Exploration of Coastal Zone Noise Characteristics and Shallow Stratigraphic Exploration Methods: A Case Study of Dong'ao Island in Zhuhai

The coastal zone, a critical interface between land and sea, is characterized by intense human activity and development, making it a key area for multidisciplinary research. However, achieving accurate shallow subsurface detection in these areas, including nearshore waters, remains challenging due to limitations in current exploration technologies and the distinct challenges of marine and land-based survey methods. This study tackles this issue by investigating the western coastline of Dong'ao Island, Zhuhai. A network of 22 node seismograph stations were deployed across varied coastal environments—hillside, beach, and seafloor—to systematically analyze seismic ambient noise characteristics in each setting. The research aims to enhance understanding of seismic noise in different coastal contexts, contributing to improved techniques for shallow subsurface detection in coastal zones. Key findings from the analysis can be summarized as follows:

• Submarine stations exhibit higher seismic ambient noise energy levels compared to their hillside and beach counterparts. Dominant frequency bands concentrate within the ranges of 2~10 s and 0.5~0.01 s. Sources of this noise are primarily attributed to mechanical disturbances originating from coastal and offshore maritime activities, alongside anthropogenic influences such as nearby human activities and road traffic. High-frequency seismic background noise greater than 1 Hz in the three environments is rich in information and balanced in signal, which meets the needs of shallow strata imaging in coastal zones.
• Employing F-K inversion techniques, a two-dimensional shear wave velocity profile was successfully generated for the study area, delineating the depth of the basement interface beneath the sedimentary layer. The viability of utilizing ambient noise for probing coastal zones was substantiated via comparison with results obtained from the horizontal-to-vertical spectral ratio (HVSR) method and corroborated by adjacent drilling data. This outcome underscores the potential of passive seismic methodologies for investigating complex coastal geophysical structures.
• To derive high-order mode dispersion curves characterized by energy concentration, comparative experiments were conducted with varying operational parameters for data acquisition.
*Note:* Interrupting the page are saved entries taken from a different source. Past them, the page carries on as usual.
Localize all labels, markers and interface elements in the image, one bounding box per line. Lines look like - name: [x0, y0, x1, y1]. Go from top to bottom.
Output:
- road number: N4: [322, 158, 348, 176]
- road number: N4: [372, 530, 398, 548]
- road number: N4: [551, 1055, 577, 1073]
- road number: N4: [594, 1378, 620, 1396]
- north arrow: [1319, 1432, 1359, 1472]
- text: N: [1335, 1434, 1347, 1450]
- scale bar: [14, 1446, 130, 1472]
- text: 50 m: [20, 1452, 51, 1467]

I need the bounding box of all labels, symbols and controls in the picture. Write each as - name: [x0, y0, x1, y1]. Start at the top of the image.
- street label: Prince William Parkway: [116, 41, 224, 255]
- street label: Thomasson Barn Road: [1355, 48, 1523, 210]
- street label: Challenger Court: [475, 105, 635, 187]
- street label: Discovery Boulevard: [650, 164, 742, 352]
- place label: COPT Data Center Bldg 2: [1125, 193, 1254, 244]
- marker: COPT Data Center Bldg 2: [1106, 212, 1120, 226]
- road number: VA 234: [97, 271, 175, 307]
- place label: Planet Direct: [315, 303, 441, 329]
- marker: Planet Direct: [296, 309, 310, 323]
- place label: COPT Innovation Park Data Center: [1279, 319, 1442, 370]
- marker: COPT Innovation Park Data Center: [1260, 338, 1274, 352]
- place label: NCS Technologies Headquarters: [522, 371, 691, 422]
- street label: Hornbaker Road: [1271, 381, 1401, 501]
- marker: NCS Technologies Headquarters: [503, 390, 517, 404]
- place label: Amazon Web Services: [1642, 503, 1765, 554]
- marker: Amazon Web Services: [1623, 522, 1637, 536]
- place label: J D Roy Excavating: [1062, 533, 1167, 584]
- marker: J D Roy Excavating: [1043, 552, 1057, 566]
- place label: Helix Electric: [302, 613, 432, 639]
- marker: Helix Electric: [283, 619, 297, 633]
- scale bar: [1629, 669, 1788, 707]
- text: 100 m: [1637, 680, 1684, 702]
Subsequently, a joint inversion of both high-order and low-order modes was performed, yielding higher-resolution and more accurate velocity structure imaging results beneath the coastal zone.
• The successful acquisition of two-dimensional shallow shear wave velocity profiles in the western coastal zone of Dong'ao Island unequivocally validates the feasibility of employing passive source node seismograph exploration technology to eliminate blind spots in shallow strata exploration within coastal zones. This approach transcends the limitations imposed by traditional exploration techniques, achieving seamless integration of land-to-sea seismic exploration. It is anticipated that this research will furnish robust technical support for engineering projects and resource development initiatives in coastal regions.

This research was granted by the National Natural Science Foundation of China (No. 42106078) and the Guangzhou Science and Technology Plan Project (No. 2023A04J0243).